> _How to complete this task_: When a line in the entries contains the word "Center", copy that line in full.

Saved entries
·····

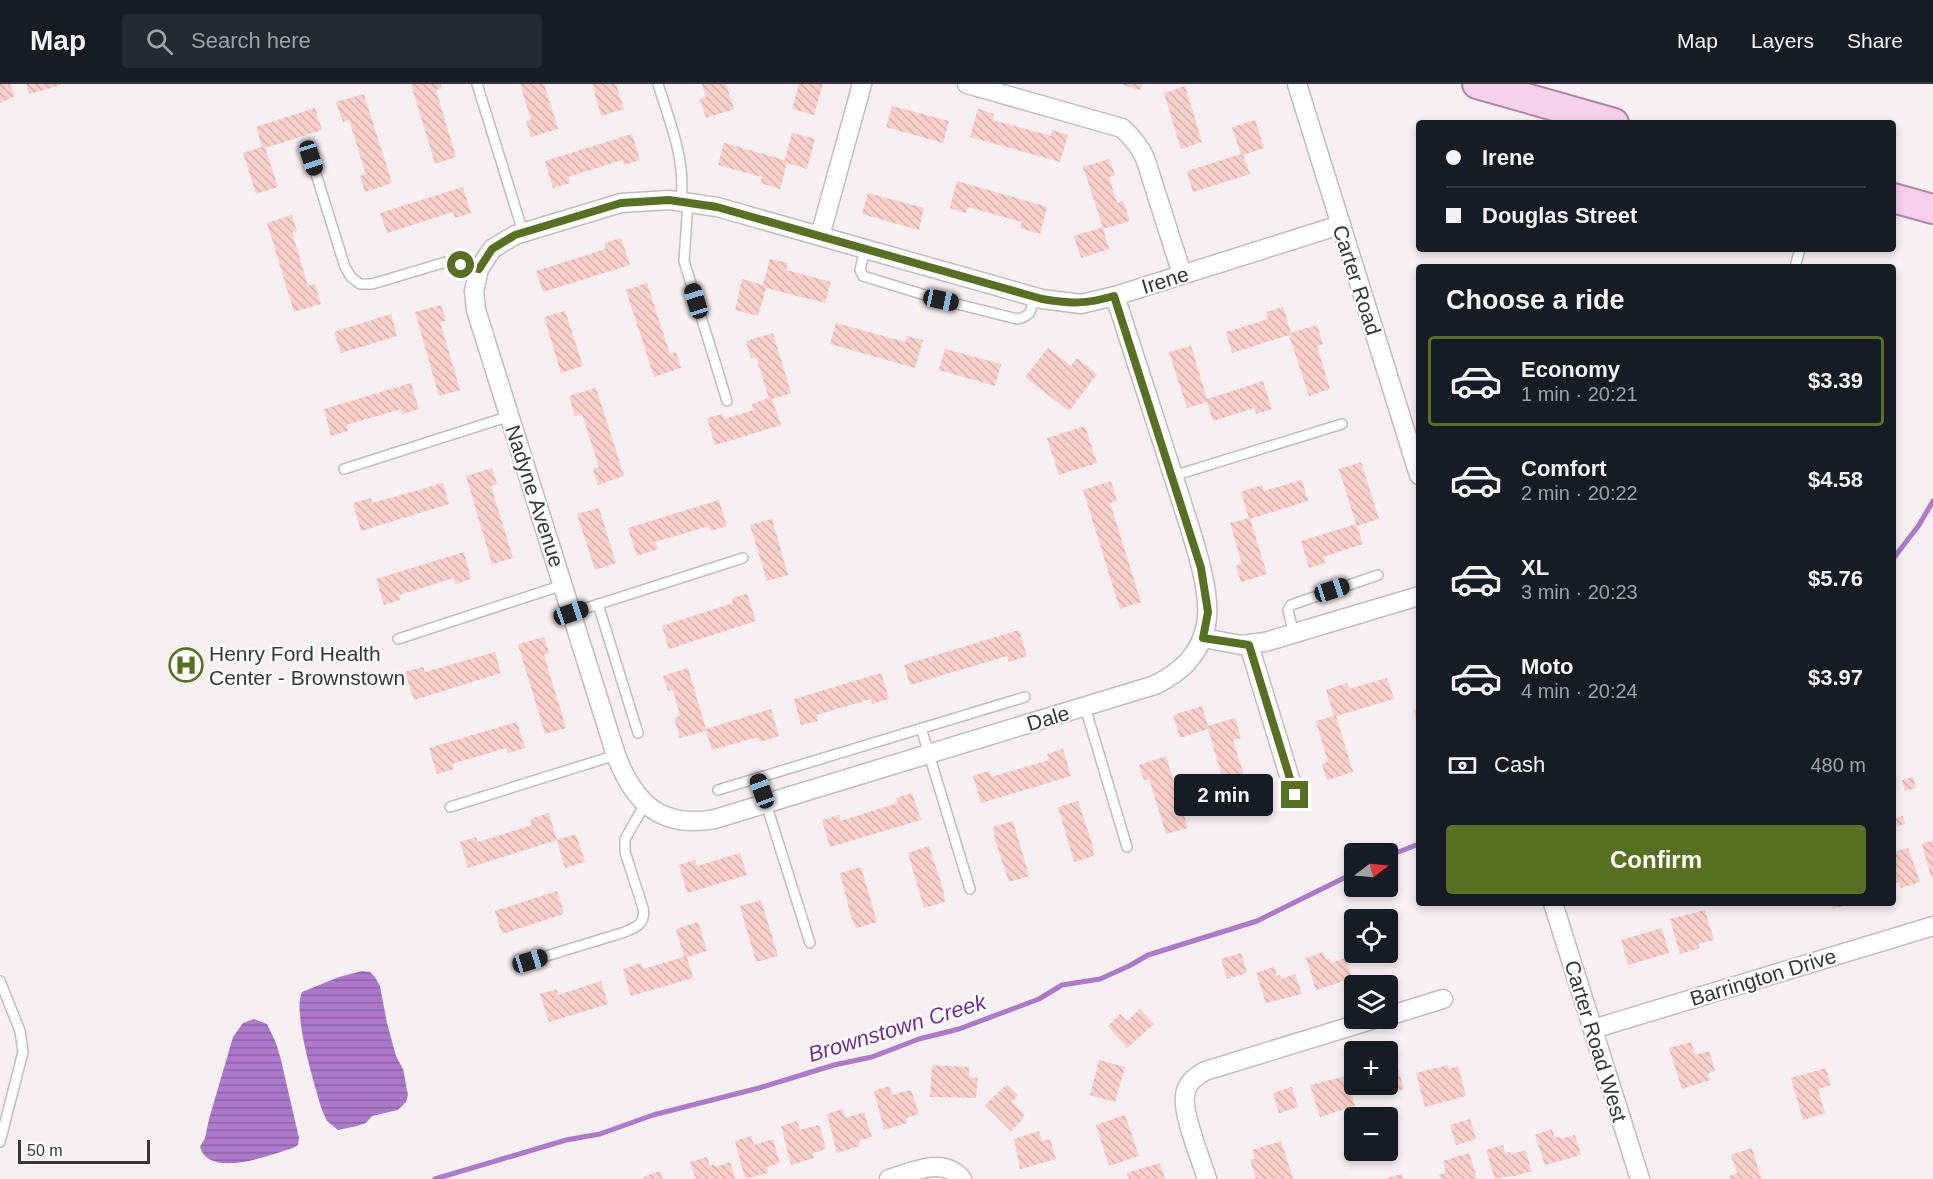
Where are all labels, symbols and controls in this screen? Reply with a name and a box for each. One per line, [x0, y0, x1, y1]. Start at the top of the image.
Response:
search box [122, 14, 542, 68]
text: Map [30, 25, 86, 56]
icon: search [143, 25, 176, 58]
text: Search here [191, 28, 311, 53]
text: Map [1677, 29, 1718, 52]
text: Layers [1751, 29, 1814, 52]
text: Share [1847, 29, 1903, 52]
car [297, 138, 325, 178]
text: Irene [1482, 145, 1535, 170]
text: Douglas Street [1482, 203, 1637, 228]
street label: Carter Road [1328, 222, 1386, 338]
route start [447, 251, 474, 278]
street label: Irene [1139, 262, 1191, 298]
car [682, 281, 710, 321]
text: Choose a ride [1446, 285, 1625, 315]
car [922, 287, 960, 313]
icon: car [1449, 354, 1503, 408]
text: Economy [1521, 357, 1620, 382]
text: $3.39 [1808, 368, 1863, 393]
text: 1 min · 20:21 [1521, 383, 1638, 405]
street label: Nadyne Avenue [501, 422, 569, 570]
icon: car [1449, 453, 1503, 507]
text: Comfort [1521, 456, 1607, 481]
text: $4.58 [1808, 467, 1863, 492]
text: 2 min · 20:22 [1521, 482, 1638, 504]
icon: car [1449, 552, 1503, 606]
text: XL [1521, 555, 1549, 580]
text: $5.76 [1808, 566, 1863, 591]
car [1312, 576, 1352, 604]
text: 3 min · 20:23 [1521, 581, 1638, 603]
car [551, 599, 591, 627]
place label: Henry Ford Health Center - Brownstown [209, 642, 405, 689]
hospital icon: Henry Ford Health Center - Brownstown [168, 647, 204, 683]
icon: car [1449, 651, 1503, 705]
text: Moto [1521, 654, 1574, 679]
text: $3.97 [1808, 665, 1863, 690]
text: 4 min · 20:24 [1521, 680, 1638, 702]
street label: Dale [1024, 701, 1072, 735]
icon: cash [1446, 749, 1479, 782]
text: Cash [1494, 752, 1545, 777]
text: 480 m [1810, 754, 1866, 776]
car [747, 771, 777, 811]
callout: 2 min [1175, 774, 1274, 816]
route end [1281, 781, 1308, 808]
text: 2 min [1197, 784, 1250, 806]
button: Confirm [1446, 825, 1866, 894]
north arrow [1344, 843, 1398, 897]
map controls [1344, 843, 1398, 1161]
button: locate [1344, 909, 1398, 963]
street label: Barrington Drive [1687, 944, 1839, 1010]
car [510, 947, 550, 975]
street label: Carter Road West [1560, 957, 1632, 1125]
button: layers [1344, 975, 1398, 1029]
water label: Brownstown Creek [805, 989, 990, 1067]
button: + [1344, 1041, 1398, 1095]
button: − [1344, 1107, 1398, 1161]
scale bar [18, 1137, 150, 1164]
text: 50 m [27, 1142, 63, 1159]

·····

> _Response below_:
place label: Henry Ford Health Center - Brownstown [209, 642, 405, 689]
hospital icon: Henry Ford Health Center - Brownstown [168, 647, 204, 683]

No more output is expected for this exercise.